The Qatari official indicated that Doha is pleased to contribute to global humanitarian and development efforts and will maintain the principles of collaboration, cooperation and solidarity.
Qatar has urged the international community to take swift and effective measures to safeguard people and future generations from drugs.
Sultan bin Salmeen Al Mansouri, Qatar’s permanent representative to the United Nations, said action was required in accordance to the principle of public and shared responsibility, while speaking at the 66th session of the Commission on Narcotic Substances in Vienna, Qatar News Agency reported.
“Qatar has given priority to prevention efforts, immunising society and educating it on the harm and dangers of drugs,” he said.
“This was one of the most important factors for the success of its policy in the field of prevention and drug control, in addition to law enforcement efforts, monitoring of Qatari air and sea ports and strict application of the law.”
He continued to state that Qatar had changed its legal framework in a way that allows responding to changes in drug trafficking trends and new ways of drug smuggling, while retaining the ideals of the Gulf country’s constitution and with complete regard for human rights.
Al Mansouri indicated that Qatar was pleased to contribute to global humanitarian and development efforts and will keep upholding the principles of collaboration, cooperation and solidarity in aiding nations and people affected by economic hardship, armed conflict, poverty and debt.
“Qatar has provided many humanitarian and development contributions, especially in the framework of strategic partnerships with the UN and other leading international institutions,” he said.
He used the example of Doha’s hosting of the fifth UN Conference on the Least Developed Countries (LDC5) in the first week of March as a testament to Qatar’s efforts in maintaining an extended hand of help to countries in need, citing its donation of $60 million to support the Doha Programme of Action to strengthen the capacities of least developed nations.

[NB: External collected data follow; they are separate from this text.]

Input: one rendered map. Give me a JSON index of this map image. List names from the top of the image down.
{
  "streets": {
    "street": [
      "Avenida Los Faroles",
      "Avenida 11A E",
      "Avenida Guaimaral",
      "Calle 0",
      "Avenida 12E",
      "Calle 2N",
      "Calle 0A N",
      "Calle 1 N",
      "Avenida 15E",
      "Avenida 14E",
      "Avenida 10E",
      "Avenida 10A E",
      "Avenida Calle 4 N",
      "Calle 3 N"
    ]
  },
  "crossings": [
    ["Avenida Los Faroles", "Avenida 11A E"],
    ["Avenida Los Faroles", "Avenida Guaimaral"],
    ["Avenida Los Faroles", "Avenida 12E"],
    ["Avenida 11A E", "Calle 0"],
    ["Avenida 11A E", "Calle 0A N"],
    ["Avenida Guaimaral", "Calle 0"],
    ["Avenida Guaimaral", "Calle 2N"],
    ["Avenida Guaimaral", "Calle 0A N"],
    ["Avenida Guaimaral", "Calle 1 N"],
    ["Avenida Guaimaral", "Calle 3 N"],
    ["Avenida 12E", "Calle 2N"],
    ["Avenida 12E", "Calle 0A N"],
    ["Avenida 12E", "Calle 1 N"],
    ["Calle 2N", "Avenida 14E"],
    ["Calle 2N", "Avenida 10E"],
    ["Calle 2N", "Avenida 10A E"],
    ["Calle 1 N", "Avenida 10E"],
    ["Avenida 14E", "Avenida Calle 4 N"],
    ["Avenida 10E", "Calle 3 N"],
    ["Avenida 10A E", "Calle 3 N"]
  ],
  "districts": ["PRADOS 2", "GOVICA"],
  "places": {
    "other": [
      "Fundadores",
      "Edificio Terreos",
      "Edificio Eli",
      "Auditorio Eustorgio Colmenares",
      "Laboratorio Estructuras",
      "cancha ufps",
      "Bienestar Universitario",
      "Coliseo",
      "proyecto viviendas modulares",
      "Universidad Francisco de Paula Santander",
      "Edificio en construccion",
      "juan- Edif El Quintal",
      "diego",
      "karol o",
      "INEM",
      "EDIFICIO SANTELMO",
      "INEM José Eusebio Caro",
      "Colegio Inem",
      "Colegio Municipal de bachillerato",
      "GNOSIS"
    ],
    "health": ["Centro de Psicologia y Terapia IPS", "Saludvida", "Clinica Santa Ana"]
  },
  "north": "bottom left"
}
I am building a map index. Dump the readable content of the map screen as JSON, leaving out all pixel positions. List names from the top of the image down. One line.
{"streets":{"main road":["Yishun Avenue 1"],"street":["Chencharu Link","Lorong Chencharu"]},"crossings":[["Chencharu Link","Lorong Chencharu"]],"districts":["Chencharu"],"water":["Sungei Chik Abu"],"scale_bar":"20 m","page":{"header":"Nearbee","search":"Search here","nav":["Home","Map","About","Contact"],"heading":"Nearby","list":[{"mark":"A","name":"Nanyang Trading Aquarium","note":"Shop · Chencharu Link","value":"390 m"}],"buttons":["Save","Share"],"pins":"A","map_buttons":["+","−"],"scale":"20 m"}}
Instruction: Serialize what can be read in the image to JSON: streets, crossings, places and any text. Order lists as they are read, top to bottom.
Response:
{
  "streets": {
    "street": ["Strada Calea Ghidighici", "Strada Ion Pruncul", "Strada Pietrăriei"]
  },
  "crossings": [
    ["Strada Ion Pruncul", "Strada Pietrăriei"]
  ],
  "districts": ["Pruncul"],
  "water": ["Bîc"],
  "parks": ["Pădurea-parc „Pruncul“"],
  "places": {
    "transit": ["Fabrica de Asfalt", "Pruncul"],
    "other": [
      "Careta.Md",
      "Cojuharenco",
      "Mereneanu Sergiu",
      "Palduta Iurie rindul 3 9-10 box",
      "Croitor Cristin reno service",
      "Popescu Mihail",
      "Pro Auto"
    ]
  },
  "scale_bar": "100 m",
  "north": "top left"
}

With regards to the 2022 World Drug Report — the first since the Covid-19 pandemic — he noted: “The report presented a bleak picture of the drug situation in the world, as cocaine production reached a record high level.”
Synthetic drug seizures had sharply increased, markets were increasing, more of the youth were using drugs, and those in need of treatment—women in particular—were unable to access it, he noted.
Al Mansouri further stated that in order to battle drugs, efforts must be made in accordance with the three international drug treaties, political declarations and authorised action plans, beginning with the 2009 Declaration, as well as the mechanisms of international pluralism.
Doha Programme of Action
Qatar’s Amir Sheikh Tamim bin Hamad Al Thani unveiled a $60 million contribution to the Doha Programme of Action (DPoA) for the Least Developed Countries for the decade 2022-2031, early March.
The Qatari leader announced the major contribution during his opening address at the LDC5, held in Doha from 5-9 March.
The amir explained that $10 million out of the total amount will be allocated to support the implementation of the programme’s activities.
The remaining amount will fund intended outcomes of the DPoA “and building resilience potential in the least developed countries.”
Adopted last year, the DPoA is an agreement aimed at bringing a total of 46 most vulnerable countries back under the global spotlight.
The agreement represented the first part of the LDC5, an event that takes place every 10 years.
“The full implementation of the DPoA will help LDCs to address the Covid-19 pandemic and the resulting negative socio-economic impacts and enable them to get back on track to achieve the SDGs including addressing climate change,” the UN stated.
In 1981, Paris was the first country to ever host the UN Conference on the Least Developed Countries, where it established the Programme of Action.
The decade-long initiative aims at “transforming the economies of the least developed countries towards self-sustained development”.